From general exposure to SQLOS scheduling, many of us are familiar with concepts like “the worker is put on the runnable list”. At a high level this is simple to grasp, and the good news is that not much is hidden from us in the implementation detail. Nonetheless, it seems that it’s only systems programmers who deal with these details nowadays, but it’s still useful for the rest of us to get a chance to get comfortable with such internals.

Linked list implementation in SQLOS

A SQLOS doubly linked list follows a common Windows pattern based on a ListEntry structure. This is remarkably simple, containing only two pointer-sized members, i.e. taking up 16 bytes on x64:

flink (forward link) – a pointer to the next entry in the list
blink (backward link) – a pointer to the previous entry in the list

Any number of list entries can be daisy-chained together, with the first one’s blink pointing at the last one, and conversely, the last one’s flink pointing at the first.
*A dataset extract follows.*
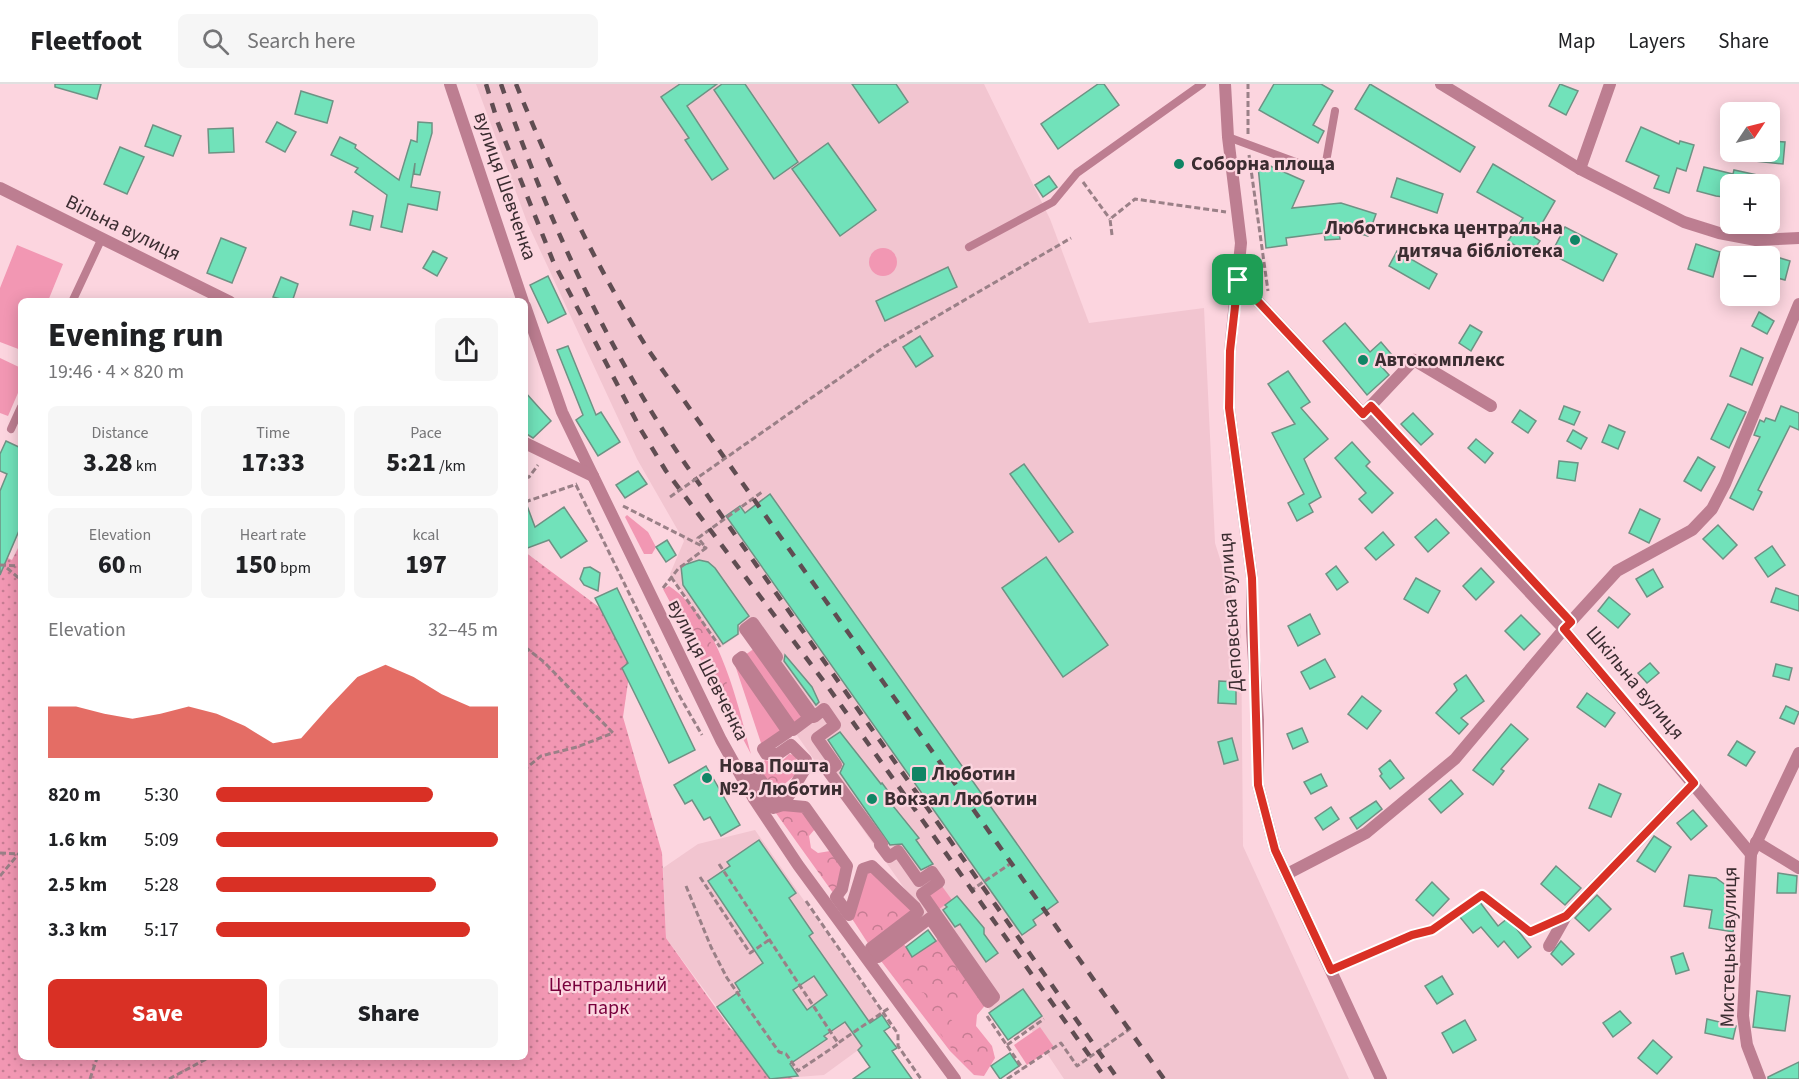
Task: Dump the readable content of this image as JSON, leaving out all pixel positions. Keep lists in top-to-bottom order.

To gain a foothold into traversing the list, we need one special list entry that can serve as the list head; once a piece of code has a reference to this list head, it becomes possible to iterate through all the list’s members. Although in sense the list head is just another list entry in terms of traversal logic, it is necessary to keep special track of it. If nothing else, given the circular nature of the list, consider this: if we start going around the list from the list head, how would we know we have reached the end if we didn’t take note of the starting point?

Setting it apart from regular list entries, the list head can also be in the peculiar state of designating an empty list. Simple stuff – if flink == blink, or both are set to zero (two possible valid states for a newly initialised list head), the list must clearly be empty. Move along, nothing to see here.

On its own, a set of list entries is pretty meaningless, because although they are linked together, they contain no payload. It isn’t a list of anything; instead it is simply an abstract embodiment of listhood. Let’s put some meat on those bones.

Simplified linked list example

As a simple example, let’s say we want to make a list of three 64-bit integers. Think of it as a overblown array. Each payload object takes 8 bytes of storage, and we want to link a bunch of them together, so we somehow need to graft that payload on to a list entry. Let’s then extend the list entry structure, yielding a class which is laid out in memory like this, with numbers representing the offset from the starting address of
the object:

Offset	Field
0x00	flink
0x08	blink
0x10	payload

I’m using hexademical here because it’s just the normal representation for memory addresses and offsets. Besides, it yields nicer looking round numbers. So putting three of them together along with a list head gives us something like this:

Linked list with simple payload

You can also show the same layout in a way that highlights the compound nature, which is in fact closer to what the source code would look like:

Offset	Member
0x00	listentry
0x10	payload

With me? We’re nearly there. Just remember that this is nothing but a dump of memory locations with descriptive metadata attached. And that is metadata which we can keep in mind and which a compiler knows during the act of compilation, but which won’t necessarily show up in the compiled executable or the memory space of the running process. All that remains of these neatly packaged objects in that process space is a bunch of bytes, but the code that deals with those objects knows the rules of engagement, so all is well.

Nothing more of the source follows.